Jay Greenberg

0 of 5 stars

Greenberg
Symphony No.5
String Quintet

London Symphony Orchestra
José Serebrier

Juilliard Quartet [Joel Smirnoff & Ronald Copes (violins), Samuel Rhodes (viola) & Joel Krosnick (cello)] with Darrett Adkins (cello)

Symphony recorded on 3 February 2006 in Abbey Road Studios, London; String Quintet recorded on 16 February 2006 in Purchase College Theater A, New York


Reviewed by: Colin Anderson

Reviewed: December 2006
CD No: SONY CLASSICAL
82876868452
Duration: 53 minutes

Jay Greenberg was born in 1991. The information in the booklet doesn’t confirm that he is American (yet there’s enough to suggest he is). He has a website, of course, and this is linked to at the foot of this review. Greenberg can be termed a child prodigy and he has reached a Fifth Symphony, here recorded, which was completed in 2005.

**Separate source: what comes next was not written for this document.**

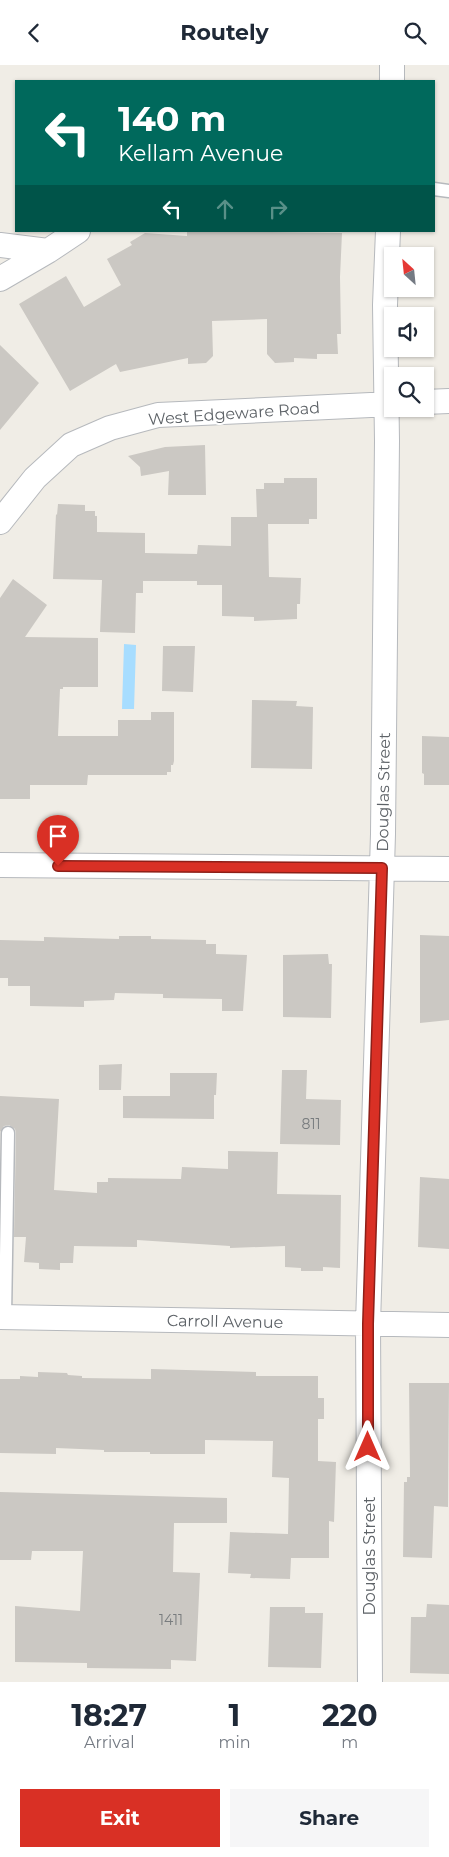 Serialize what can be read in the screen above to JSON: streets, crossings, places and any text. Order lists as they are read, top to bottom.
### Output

The String Quintet, although second on the CD, was my first encounter with his music. Greenberg, having satisfied himself that there are no string quintets with two cellos, except Schubert’s – he has thus failed to discover the many examples by Boccherini (as has anyone who read his note prior to publication) – set about favouring the viola against a pair of violins and a pair of cellos. Greenberg’s String Quintet is in three movements, the first is introspective and reminds of Shostakovich; the other two are lighter and make an effective counterbalance to the first. Whether the musical material is distinctive enough, there’s no doubting the fluency with which the work is constructed (some of the faster music recalls Bartók) and there is no doubt an innate musical input here. One curious effect is that the lack of musical substance – although it communicative – is offset by a precocious gift to be musical. The performance, very well recorded, by one of the elite chamber ensembles, suggests that the Juilliard Quartet and guest second cellist, Darrett Adkins, were very appreciative of Greenberg’s well-judged writing.

More world-class musicians, those of the London Symphony Orchestra, tackle Greenberg’s Fifth Symphony, which the composer describes as a “counter-stereotypical work combining a Romantic melodic sweep with the methodical mathematical thinking of the serialists”. Lasting 33 minutes or so, the four-movement symphony is linear and concise. The first of these is rather strident in places and suggestively pastoral in others; such contrasts do not, however, quite make for symphonic integration and one – again – admires how Greenberg takes his ideas on a journey rather than the ideas themselves. There are, along the way, some arresting asides, the most touching being the most ‘simple’; more complex passages are a touch functional, although there’s no doubting Greenberg’s organisational skills.

Influences seem numerous, yet these are not applied; rather it seems that Greenberg has absorbed much and is able to put it back as ‘himself’, yet, not unreasonably given his age, a distinct musical language is not yet formed, and some of the ideas are, therefore, genuinely immature. The second movement scherzo is a case in point; old-hat in one sense, fresh-minted in another – as a rumbustious, rather filmic parade is presented. The ‘Fantasia’ slow movement is the most successful; long-lined and expressive, searching and striving. The finale, following attacca, is bright and breezy and syncopated; it would bring the house down but isn’t memorable. José Serebrier leads a performance of obvious excellence.

It will be interesting to see how Jay Greenberg develops.